§ **What is needed**
Within the entries below, find every line that has the string "function", then copy it.

§ **Working data**
* * *

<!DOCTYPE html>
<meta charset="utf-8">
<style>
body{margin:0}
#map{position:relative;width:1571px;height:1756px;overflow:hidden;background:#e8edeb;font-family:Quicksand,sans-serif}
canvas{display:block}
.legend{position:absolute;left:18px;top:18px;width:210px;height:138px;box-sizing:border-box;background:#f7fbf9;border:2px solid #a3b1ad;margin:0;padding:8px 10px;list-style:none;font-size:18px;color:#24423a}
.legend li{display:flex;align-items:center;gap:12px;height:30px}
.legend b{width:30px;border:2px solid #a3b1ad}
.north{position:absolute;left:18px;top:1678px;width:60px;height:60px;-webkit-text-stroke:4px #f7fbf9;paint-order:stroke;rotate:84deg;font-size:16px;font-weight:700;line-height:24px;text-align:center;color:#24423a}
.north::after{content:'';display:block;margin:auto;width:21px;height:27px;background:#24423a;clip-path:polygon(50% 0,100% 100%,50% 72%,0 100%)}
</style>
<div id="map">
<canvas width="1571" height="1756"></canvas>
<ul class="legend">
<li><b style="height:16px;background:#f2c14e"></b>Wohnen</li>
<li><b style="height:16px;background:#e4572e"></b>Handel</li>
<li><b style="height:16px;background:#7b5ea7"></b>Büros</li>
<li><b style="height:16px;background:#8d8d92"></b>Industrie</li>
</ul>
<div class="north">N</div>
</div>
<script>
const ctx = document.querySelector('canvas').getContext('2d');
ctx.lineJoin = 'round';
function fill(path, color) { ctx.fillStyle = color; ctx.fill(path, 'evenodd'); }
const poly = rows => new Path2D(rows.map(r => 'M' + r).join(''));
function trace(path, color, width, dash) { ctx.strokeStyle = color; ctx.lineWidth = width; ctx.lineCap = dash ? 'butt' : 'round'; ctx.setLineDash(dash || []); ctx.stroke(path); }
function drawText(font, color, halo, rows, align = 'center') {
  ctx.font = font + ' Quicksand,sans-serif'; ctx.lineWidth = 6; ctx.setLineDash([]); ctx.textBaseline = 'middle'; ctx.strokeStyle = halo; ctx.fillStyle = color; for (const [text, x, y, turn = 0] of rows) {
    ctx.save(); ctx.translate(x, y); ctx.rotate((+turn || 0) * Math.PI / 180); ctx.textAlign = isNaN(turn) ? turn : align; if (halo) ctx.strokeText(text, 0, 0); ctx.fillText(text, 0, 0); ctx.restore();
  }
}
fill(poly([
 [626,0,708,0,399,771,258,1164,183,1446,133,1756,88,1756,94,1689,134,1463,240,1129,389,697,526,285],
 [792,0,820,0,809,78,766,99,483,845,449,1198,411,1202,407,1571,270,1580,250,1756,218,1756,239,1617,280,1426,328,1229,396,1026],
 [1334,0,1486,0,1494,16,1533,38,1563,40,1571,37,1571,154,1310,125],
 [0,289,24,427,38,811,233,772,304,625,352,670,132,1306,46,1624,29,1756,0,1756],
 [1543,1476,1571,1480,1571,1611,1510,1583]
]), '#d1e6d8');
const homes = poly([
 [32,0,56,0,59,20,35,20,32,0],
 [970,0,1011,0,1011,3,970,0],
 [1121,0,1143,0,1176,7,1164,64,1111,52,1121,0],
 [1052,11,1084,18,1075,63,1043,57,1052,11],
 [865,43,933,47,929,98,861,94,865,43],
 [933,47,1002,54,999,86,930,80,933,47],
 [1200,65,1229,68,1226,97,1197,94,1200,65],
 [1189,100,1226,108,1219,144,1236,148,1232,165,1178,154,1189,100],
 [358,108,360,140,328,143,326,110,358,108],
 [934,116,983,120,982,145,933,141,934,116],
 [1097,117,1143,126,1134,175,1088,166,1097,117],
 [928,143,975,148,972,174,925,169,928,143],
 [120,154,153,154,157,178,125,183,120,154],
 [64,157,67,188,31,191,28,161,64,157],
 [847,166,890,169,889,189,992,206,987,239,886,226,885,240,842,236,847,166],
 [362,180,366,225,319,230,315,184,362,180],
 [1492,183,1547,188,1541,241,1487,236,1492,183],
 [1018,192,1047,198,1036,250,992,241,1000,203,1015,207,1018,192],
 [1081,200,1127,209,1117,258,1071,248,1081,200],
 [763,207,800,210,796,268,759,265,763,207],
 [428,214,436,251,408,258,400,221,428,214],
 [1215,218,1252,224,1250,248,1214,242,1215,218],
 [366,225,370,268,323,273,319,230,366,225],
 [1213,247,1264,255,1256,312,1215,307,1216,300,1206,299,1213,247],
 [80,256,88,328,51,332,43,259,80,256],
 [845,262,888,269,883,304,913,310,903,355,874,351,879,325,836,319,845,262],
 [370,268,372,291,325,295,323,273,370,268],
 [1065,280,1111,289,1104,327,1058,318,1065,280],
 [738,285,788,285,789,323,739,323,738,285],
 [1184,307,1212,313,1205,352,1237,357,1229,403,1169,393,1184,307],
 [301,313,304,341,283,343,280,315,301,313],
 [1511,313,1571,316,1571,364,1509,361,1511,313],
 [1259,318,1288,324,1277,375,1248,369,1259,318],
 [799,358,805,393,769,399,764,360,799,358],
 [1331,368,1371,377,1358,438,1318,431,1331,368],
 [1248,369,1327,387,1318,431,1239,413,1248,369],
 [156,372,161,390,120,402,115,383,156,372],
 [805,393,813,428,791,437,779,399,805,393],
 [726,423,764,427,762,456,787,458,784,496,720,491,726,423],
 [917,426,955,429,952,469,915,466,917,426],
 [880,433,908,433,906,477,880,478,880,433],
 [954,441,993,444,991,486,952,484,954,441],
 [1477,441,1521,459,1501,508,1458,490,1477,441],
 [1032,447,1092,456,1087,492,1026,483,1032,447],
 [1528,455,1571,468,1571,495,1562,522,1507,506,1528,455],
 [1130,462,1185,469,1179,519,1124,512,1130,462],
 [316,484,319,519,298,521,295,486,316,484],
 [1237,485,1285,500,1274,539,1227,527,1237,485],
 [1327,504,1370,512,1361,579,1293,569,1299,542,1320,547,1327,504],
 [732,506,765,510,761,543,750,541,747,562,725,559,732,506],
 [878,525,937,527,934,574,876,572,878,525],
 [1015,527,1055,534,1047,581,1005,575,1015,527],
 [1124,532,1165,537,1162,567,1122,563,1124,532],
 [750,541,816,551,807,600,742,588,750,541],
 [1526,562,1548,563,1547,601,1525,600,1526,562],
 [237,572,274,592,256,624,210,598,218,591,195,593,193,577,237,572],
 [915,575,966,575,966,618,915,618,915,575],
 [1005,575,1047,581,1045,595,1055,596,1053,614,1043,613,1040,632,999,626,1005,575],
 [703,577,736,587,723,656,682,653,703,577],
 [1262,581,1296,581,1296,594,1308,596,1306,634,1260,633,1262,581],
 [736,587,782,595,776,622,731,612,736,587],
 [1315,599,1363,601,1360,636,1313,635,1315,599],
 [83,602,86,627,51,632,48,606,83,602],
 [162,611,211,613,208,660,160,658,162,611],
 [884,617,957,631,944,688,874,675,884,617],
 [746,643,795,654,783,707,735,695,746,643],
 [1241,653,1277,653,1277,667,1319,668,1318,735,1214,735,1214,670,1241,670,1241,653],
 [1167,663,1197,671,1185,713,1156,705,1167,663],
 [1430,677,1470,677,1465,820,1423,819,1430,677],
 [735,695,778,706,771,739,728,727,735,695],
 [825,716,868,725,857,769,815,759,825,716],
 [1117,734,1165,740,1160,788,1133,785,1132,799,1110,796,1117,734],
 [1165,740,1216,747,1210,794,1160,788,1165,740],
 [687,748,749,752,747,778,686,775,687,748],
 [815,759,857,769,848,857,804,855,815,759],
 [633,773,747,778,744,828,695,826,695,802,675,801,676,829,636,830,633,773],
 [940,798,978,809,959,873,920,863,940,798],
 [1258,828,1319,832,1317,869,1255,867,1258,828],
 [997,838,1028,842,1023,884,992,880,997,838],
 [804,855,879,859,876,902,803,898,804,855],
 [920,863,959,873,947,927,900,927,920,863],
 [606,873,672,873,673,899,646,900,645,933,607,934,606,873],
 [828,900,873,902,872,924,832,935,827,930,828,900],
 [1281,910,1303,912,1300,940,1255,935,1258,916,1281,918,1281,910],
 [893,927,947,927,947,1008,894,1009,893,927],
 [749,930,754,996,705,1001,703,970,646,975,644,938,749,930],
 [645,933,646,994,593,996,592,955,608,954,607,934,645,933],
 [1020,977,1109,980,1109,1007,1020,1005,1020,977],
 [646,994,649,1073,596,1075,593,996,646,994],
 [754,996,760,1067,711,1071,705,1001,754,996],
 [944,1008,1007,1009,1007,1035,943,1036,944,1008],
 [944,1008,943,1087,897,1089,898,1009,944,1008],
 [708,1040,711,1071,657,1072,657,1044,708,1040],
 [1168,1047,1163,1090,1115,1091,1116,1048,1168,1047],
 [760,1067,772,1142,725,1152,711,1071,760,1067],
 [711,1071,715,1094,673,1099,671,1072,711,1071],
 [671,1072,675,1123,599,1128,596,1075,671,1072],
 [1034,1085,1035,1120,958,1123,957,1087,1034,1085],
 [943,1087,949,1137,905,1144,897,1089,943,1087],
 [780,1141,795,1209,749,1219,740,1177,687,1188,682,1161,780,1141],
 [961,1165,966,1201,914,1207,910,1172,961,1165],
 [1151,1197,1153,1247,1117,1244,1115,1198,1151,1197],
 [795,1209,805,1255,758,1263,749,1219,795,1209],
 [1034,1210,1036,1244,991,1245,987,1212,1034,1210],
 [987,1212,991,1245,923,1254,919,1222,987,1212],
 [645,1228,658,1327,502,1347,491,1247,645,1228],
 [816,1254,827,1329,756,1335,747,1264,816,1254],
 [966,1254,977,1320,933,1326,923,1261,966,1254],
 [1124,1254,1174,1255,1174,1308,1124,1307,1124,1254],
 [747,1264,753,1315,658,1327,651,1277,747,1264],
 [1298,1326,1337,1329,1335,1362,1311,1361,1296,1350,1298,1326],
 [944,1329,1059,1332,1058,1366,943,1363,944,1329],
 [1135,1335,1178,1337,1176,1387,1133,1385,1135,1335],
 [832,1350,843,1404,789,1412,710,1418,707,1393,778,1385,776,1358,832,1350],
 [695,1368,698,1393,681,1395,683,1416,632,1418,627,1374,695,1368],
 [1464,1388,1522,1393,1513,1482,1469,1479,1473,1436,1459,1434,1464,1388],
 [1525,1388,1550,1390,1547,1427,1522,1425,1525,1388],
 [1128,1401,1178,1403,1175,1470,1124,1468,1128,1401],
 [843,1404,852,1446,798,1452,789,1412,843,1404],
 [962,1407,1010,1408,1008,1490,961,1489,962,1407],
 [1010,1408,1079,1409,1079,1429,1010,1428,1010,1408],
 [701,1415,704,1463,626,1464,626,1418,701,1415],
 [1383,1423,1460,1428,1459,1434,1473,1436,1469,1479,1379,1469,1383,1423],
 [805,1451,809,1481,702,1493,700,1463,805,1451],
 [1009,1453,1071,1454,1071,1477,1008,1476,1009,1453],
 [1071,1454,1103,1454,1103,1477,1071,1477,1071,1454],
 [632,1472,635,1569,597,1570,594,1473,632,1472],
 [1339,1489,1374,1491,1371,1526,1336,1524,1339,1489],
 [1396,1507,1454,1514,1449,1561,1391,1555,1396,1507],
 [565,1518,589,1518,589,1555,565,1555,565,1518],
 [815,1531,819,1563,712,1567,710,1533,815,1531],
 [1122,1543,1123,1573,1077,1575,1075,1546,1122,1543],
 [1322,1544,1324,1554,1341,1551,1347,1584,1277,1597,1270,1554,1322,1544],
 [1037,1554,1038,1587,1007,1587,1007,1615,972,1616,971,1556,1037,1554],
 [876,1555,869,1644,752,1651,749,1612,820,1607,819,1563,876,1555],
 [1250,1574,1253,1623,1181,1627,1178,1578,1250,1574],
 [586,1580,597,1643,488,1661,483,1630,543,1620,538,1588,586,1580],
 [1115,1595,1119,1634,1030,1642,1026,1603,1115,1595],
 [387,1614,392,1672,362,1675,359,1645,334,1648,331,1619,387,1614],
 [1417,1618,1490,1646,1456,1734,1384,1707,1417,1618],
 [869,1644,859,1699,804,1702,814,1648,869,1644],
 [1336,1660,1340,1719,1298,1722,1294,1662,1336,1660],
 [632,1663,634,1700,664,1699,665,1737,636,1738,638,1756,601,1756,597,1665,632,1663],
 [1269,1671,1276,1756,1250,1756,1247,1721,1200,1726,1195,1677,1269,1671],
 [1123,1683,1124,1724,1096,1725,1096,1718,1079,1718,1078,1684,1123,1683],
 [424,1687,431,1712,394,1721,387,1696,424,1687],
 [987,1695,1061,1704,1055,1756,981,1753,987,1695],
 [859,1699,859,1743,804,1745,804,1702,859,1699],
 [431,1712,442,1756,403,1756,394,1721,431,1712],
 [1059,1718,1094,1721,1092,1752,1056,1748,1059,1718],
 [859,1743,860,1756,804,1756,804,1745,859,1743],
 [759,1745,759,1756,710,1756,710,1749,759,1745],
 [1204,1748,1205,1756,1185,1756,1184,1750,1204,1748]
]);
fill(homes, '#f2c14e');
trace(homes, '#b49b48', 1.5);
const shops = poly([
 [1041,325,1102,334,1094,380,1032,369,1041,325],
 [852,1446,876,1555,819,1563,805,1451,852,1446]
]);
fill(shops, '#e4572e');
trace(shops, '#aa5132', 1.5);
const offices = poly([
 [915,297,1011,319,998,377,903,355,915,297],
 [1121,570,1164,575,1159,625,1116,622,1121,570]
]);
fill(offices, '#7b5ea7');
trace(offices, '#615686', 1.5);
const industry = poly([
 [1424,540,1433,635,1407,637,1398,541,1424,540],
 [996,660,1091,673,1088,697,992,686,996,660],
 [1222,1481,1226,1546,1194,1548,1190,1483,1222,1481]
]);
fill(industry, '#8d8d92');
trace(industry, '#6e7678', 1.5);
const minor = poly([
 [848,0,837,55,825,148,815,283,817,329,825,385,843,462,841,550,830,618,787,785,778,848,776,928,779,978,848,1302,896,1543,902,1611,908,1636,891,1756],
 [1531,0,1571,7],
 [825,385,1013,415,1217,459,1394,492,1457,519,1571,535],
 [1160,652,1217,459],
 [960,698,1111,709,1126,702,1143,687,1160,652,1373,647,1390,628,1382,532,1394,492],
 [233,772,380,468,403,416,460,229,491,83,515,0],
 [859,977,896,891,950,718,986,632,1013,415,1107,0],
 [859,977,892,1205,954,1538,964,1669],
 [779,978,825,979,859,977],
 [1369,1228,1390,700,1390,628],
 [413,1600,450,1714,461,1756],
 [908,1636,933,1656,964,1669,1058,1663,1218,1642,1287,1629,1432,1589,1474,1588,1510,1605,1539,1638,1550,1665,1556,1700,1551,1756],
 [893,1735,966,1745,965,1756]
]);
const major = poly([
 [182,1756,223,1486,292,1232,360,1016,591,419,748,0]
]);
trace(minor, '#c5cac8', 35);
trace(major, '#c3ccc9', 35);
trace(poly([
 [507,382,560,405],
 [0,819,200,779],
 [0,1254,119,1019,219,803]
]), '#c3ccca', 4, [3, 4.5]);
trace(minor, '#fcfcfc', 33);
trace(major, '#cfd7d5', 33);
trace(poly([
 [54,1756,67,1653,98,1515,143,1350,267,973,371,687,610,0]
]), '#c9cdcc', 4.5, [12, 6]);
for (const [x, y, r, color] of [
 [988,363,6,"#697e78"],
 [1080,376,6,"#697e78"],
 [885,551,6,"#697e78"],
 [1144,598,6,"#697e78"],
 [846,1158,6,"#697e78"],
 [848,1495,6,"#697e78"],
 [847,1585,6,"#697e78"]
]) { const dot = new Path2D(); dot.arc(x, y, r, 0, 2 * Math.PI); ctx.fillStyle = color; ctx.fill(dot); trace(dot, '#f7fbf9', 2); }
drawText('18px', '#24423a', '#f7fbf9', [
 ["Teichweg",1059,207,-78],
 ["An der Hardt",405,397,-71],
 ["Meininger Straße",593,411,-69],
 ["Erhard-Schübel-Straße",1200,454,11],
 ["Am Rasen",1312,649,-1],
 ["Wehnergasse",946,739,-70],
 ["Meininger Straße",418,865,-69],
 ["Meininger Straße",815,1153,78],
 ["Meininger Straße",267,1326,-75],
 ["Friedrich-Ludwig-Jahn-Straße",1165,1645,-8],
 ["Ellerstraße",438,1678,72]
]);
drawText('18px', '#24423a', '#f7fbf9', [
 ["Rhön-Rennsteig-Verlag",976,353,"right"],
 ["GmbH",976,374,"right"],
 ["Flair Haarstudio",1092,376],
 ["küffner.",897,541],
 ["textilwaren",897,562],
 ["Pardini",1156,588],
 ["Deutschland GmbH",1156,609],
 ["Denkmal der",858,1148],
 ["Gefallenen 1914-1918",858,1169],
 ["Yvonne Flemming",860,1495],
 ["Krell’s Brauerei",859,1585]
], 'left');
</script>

* * *

§ **The completed task**
function fill(path, color) { ctx.fillStyle = color; ctx.fill(path, 'evenodd'); }
function trace(path, color, width, dash) { ctx.strokeStyle = color; ctx.lineWidth = width; ctx.lineCap = dash ? 'butt' : 'round'; ctx.setLineDash(dash || []); ctx.stroke(path); }
function drawText(font, color, halo, rows, align = 'center') {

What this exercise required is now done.